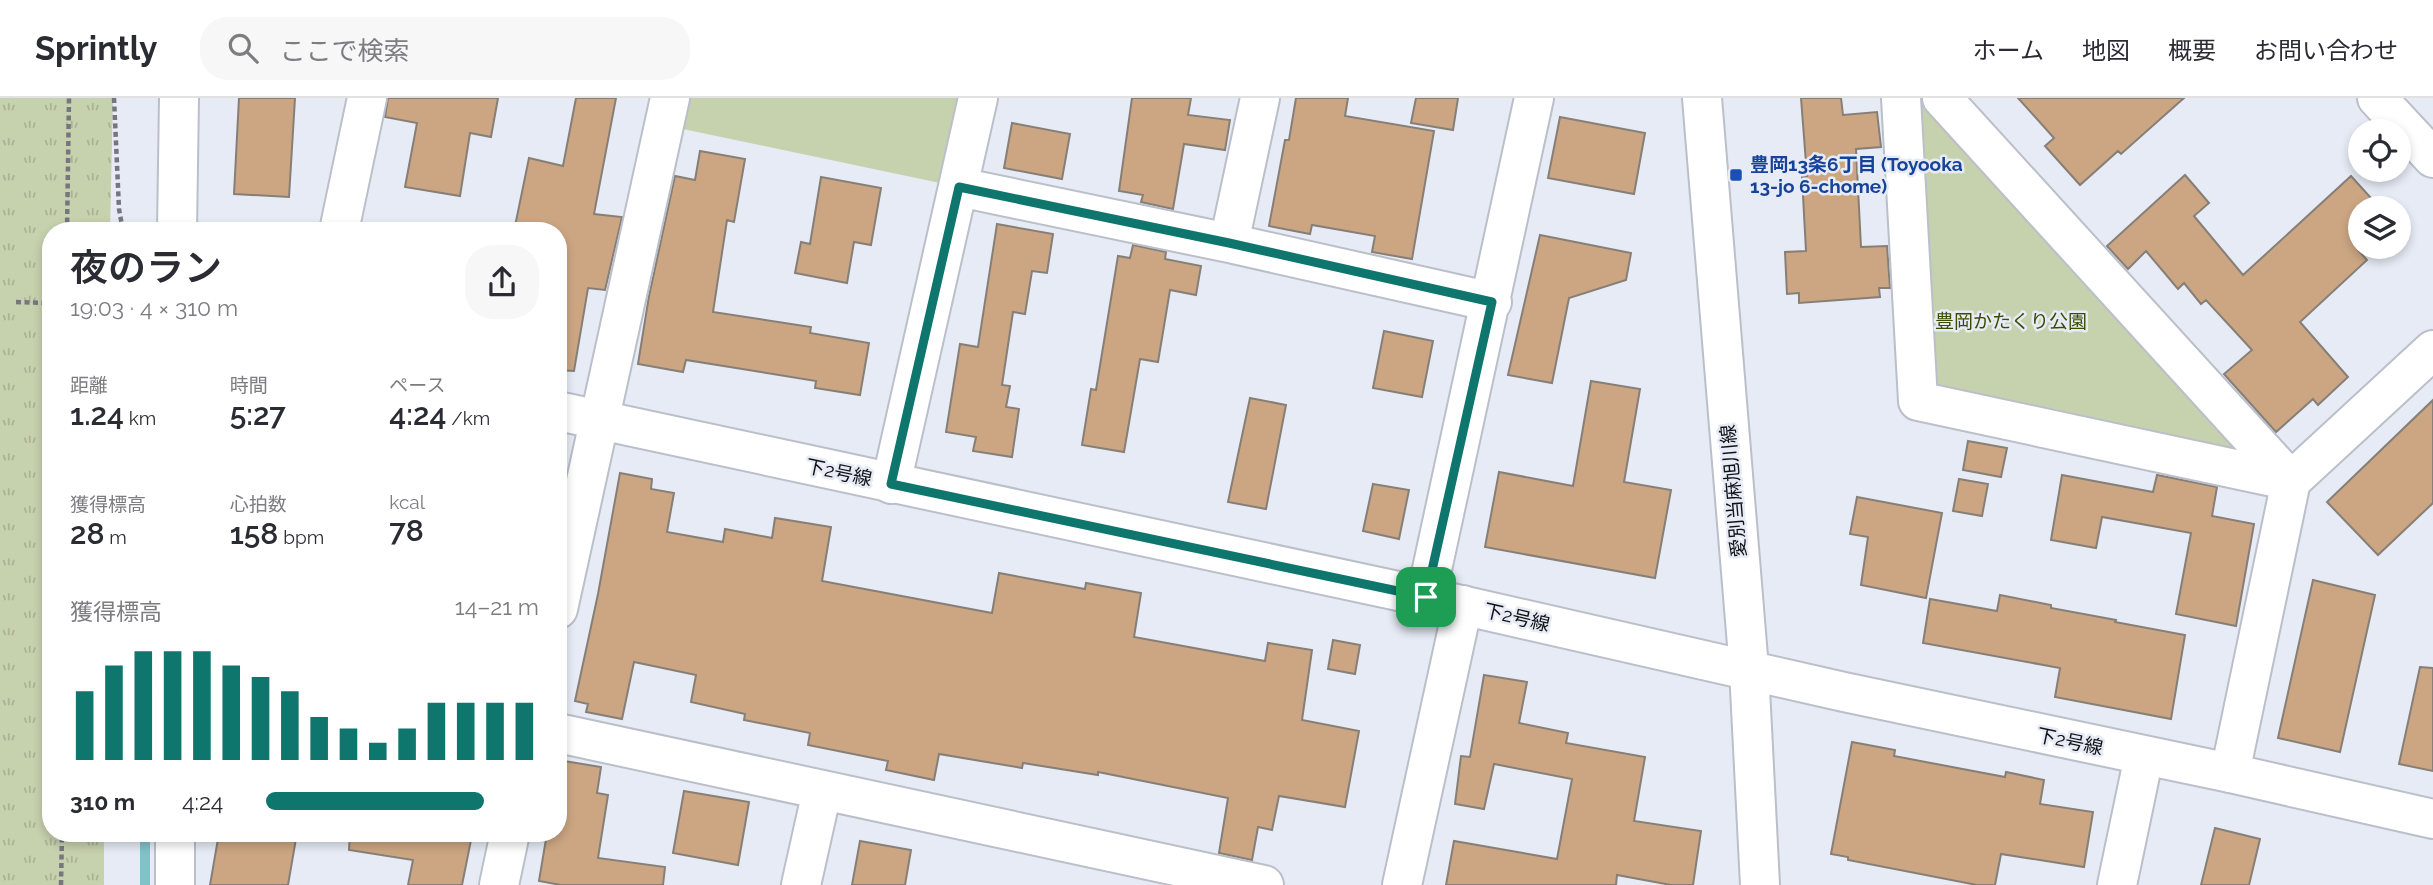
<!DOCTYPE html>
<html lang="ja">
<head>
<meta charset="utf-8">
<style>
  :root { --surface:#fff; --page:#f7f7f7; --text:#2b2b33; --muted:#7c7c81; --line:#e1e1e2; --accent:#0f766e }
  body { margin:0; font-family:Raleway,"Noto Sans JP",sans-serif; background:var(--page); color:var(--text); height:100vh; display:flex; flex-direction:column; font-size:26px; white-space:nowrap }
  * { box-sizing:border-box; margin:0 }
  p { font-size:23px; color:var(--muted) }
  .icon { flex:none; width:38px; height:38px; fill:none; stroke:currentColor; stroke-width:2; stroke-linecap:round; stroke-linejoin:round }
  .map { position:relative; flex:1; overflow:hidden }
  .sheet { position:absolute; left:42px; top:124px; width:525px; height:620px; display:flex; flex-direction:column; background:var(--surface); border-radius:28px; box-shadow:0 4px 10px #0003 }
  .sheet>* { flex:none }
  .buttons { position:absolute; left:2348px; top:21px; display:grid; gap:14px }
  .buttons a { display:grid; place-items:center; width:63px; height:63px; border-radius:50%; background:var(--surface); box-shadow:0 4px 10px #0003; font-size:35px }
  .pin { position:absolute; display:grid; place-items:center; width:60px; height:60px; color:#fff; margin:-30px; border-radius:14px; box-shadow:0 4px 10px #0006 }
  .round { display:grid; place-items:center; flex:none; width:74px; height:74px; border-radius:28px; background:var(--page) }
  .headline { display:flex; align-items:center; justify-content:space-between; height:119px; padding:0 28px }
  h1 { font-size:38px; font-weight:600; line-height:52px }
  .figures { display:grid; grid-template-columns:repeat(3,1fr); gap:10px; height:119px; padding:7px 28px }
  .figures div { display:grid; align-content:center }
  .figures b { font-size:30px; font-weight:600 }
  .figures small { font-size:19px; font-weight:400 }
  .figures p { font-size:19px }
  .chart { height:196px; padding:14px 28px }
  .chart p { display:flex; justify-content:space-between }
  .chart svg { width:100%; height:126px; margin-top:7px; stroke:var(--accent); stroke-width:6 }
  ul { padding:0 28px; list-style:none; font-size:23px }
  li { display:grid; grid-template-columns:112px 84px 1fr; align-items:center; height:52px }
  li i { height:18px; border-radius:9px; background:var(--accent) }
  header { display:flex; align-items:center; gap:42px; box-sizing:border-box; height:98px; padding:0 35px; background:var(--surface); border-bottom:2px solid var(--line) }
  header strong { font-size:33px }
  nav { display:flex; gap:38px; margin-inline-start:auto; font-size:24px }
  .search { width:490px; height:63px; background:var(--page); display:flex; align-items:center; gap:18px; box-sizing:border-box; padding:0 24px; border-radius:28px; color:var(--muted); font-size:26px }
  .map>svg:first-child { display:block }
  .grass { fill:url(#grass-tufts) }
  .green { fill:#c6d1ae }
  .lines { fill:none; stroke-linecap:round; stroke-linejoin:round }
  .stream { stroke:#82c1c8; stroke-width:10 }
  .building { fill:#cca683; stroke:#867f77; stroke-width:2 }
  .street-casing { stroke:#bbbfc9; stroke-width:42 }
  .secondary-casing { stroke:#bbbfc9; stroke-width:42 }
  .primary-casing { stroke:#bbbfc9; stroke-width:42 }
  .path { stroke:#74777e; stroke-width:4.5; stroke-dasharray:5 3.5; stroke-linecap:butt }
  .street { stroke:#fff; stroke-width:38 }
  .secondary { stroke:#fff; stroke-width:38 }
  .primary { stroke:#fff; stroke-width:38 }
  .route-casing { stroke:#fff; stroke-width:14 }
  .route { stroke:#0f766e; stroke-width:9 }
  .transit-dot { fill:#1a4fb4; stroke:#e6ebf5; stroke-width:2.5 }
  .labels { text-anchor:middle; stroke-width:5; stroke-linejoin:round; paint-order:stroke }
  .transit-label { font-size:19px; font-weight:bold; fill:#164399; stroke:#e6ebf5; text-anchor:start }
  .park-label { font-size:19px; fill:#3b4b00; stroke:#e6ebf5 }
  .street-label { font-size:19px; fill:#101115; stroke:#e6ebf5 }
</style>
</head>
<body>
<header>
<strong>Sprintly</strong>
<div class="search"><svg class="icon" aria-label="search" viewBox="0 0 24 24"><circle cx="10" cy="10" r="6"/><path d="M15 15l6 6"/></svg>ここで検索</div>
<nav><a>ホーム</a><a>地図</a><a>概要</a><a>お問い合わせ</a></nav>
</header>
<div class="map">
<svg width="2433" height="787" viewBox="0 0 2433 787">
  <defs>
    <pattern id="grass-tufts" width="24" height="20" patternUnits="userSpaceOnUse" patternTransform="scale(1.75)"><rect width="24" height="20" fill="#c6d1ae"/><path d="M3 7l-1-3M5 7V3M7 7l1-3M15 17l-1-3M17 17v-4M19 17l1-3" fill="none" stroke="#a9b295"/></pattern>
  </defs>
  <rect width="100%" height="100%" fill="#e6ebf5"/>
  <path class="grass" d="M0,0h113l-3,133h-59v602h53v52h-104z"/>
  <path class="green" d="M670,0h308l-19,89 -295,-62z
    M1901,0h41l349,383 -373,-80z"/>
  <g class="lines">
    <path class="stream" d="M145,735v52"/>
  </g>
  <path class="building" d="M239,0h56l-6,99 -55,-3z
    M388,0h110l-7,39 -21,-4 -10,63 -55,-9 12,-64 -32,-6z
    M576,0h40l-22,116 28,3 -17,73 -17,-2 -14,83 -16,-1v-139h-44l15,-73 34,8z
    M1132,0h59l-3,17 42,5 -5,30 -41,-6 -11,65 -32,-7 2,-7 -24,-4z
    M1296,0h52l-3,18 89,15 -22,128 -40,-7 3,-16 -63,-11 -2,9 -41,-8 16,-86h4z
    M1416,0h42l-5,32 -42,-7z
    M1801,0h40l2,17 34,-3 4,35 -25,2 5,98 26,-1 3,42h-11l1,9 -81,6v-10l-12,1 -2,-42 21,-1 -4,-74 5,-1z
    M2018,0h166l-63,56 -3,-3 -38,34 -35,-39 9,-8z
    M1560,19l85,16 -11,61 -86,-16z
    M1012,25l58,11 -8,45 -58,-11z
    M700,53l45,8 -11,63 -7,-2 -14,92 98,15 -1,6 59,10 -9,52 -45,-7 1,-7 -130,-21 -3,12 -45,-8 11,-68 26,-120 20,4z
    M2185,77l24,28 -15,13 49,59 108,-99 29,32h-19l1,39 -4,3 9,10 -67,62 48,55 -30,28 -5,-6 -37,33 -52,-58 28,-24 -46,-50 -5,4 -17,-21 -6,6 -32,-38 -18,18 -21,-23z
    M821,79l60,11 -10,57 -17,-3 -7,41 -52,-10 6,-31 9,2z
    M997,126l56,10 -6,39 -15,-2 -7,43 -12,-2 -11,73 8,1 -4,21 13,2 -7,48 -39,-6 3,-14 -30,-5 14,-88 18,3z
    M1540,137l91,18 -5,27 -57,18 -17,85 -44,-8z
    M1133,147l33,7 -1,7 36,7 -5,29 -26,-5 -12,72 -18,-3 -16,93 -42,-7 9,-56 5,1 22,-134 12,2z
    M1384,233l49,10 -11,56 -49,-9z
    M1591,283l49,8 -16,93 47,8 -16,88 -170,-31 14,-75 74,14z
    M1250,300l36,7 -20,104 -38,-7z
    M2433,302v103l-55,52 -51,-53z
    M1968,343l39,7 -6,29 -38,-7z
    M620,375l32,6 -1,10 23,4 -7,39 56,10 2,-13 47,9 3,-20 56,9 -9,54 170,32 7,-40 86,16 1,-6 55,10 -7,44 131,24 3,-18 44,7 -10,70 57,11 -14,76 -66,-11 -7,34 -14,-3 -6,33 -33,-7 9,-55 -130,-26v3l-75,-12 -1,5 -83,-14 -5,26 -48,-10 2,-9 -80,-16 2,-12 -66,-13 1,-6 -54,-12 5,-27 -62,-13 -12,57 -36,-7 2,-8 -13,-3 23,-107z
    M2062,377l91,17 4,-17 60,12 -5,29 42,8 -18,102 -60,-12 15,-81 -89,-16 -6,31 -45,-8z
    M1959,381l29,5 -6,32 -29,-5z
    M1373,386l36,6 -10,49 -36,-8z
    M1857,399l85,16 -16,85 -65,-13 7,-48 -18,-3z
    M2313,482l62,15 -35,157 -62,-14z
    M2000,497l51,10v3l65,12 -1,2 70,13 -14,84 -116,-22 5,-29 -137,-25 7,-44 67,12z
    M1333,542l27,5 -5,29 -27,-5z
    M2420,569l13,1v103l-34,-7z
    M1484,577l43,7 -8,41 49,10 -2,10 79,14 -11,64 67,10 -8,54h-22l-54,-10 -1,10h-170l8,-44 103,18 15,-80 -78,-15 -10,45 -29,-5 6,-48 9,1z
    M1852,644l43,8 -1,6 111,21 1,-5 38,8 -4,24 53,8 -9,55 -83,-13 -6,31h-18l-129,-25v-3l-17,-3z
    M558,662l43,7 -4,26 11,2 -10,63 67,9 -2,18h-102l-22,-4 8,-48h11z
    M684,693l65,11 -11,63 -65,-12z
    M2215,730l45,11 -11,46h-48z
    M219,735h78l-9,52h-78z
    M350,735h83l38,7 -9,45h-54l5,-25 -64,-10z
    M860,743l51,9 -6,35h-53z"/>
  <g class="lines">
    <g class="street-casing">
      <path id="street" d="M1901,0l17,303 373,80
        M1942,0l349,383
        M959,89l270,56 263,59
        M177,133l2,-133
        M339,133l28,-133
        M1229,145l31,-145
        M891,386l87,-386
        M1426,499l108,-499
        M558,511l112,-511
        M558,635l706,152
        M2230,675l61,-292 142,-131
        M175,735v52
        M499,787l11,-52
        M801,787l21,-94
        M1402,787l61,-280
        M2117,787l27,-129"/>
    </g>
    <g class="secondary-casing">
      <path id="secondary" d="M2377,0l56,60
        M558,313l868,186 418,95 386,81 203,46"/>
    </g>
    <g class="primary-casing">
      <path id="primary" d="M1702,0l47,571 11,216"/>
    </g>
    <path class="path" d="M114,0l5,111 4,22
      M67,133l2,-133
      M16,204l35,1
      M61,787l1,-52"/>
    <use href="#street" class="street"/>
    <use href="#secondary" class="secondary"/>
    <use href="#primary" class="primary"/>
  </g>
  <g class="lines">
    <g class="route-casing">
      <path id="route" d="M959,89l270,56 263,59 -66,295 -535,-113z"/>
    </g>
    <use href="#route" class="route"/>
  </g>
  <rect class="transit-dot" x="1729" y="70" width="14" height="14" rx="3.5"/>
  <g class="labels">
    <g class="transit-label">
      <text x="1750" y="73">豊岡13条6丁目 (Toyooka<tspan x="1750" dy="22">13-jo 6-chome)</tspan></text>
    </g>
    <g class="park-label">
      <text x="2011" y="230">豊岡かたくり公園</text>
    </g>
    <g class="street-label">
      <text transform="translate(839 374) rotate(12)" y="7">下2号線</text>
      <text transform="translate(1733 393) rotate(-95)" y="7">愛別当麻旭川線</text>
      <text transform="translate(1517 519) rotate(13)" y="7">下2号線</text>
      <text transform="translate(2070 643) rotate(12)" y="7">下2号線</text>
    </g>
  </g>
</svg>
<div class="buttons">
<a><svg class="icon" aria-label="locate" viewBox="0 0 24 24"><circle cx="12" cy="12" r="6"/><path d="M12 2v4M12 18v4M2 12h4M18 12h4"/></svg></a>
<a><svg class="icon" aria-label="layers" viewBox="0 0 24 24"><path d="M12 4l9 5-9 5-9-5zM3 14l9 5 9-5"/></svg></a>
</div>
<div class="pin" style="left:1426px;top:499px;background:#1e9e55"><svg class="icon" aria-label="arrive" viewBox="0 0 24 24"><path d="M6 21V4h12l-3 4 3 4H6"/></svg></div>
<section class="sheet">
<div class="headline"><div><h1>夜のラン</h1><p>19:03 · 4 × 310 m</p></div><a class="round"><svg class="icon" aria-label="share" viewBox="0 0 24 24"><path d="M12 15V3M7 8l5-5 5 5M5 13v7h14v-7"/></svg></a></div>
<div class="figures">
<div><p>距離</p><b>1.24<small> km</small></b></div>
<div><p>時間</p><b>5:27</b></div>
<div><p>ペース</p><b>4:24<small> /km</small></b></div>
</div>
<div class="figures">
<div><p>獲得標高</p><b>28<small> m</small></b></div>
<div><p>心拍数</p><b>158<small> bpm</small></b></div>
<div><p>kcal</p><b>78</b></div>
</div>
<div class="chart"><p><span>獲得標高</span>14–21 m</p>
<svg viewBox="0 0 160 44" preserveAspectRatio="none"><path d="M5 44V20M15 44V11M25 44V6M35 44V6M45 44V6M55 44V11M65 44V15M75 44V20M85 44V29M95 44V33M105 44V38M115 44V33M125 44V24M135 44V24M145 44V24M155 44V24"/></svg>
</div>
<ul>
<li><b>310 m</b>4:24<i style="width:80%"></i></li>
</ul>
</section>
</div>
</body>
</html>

Task details
Write out exactly those lines of the records above that lie from the one with "<div><p>心拍数</p" through the last line, including both.

Exercise output
<div><p>心拍数</p><b>158<small> bpm</small></b></div>
<div><p>kcal</p><b>78</b></div>
</div>
<div class="chart"><p><span>獲得標高</span>14–21 m</p>
<svg viewBox="0 0 160 44" preserveAspectRatio="none"><path d="M5 44V20M15 44V11M25 44V6M35 44V6M45 44V6M55 44V11M65 44V15M75 44V20M85 44V29M95 44V33M105 44V38M115 44V33M125 44V24M135 44V24M145 44V24M155 44V24"/></svg>
</div>
<ul>
<li><b>310 m</b>4:24<i style="width:80%"></i></li>
</ul>
</section>
</div>
</body>
</html>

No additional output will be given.